TASK TO CARRY OUT: Among the lines below, count those with the word "Familiaridad". Answer with the number only.
━━ PROVIDED DATA
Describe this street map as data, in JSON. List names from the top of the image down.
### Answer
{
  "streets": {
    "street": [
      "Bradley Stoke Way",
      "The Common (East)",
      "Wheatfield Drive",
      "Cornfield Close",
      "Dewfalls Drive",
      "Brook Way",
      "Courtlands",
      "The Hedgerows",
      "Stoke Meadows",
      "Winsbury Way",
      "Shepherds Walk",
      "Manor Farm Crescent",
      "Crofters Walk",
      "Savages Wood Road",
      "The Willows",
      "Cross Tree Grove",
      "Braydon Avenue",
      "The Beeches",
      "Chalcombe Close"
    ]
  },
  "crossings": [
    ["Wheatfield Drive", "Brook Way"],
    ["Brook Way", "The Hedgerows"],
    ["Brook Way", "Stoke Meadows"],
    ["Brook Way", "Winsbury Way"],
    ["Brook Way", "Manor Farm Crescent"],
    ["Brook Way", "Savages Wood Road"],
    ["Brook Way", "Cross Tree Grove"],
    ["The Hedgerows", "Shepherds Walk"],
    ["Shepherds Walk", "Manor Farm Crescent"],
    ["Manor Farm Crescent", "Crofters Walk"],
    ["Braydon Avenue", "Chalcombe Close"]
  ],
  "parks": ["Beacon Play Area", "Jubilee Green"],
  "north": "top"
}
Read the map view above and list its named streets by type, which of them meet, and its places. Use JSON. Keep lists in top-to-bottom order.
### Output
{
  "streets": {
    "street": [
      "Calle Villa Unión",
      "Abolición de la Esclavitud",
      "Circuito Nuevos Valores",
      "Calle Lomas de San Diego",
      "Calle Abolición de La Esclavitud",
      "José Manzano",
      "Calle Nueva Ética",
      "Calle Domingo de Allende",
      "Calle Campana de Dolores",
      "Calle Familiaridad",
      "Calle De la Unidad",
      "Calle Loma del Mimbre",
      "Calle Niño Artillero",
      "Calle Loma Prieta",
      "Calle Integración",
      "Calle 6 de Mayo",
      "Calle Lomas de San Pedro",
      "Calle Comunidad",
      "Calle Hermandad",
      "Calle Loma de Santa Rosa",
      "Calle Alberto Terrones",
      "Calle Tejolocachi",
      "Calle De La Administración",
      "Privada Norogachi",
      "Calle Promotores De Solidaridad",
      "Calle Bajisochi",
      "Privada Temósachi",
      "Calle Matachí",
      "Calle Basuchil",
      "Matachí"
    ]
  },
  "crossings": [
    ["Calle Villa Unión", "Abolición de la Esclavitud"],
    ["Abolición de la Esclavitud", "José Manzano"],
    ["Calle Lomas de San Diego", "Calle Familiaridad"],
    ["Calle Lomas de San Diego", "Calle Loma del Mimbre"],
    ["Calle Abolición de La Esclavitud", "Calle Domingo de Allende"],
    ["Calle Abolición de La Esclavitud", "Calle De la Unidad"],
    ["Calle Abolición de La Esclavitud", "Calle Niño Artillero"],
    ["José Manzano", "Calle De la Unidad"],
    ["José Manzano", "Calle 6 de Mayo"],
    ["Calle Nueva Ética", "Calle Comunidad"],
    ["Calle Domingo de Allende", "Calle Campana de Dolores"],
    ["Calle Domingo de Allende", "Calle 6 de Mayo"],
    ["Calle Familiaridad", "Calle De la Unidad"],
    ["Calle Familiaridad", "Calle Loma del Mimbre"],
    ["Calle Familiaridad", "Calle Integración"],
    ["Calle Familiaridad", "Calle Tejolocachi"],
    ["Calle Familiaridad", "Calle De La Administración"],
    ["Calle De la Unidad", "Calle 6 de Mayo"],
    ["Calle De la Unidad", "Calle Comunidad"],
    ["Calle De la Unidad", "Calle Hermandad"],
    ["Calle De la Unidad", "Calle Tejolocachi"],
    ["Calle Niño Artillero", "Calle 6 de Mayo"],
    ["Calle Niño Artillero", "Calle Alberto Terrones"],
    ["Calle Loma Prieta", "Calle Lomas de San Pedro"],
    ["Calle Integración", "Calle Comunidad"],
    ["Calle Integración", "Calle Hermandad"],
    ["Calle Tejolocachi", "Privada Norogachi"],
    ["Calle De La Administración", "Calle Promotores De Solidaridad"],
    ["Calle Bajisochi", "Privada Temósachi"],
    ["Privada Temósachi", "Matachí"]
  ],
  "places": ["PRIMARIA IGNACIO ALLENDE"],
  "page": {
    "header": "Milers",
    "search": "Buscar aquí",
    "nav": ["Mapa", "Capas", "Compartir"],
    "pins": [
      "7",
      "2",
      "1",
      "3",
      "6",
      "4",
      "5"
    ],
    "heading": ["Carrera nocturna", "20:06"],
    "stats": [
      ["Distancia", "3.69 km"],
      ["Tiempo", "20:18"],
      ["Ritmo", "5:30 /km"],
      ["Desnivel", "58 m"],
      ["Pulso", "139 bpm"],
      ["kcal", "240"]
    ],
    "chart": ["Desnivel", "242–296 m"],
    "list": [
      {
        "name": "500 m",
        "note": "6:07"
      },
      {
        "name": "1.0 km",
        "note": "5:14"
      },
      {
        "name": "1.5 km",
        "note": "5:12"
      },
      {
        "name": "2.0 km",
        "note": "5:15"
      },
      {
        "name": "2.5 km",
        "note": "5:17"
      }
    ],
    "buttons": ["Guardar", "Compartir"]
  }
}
━━━━
RESULT OF THIS EXERCISE: 7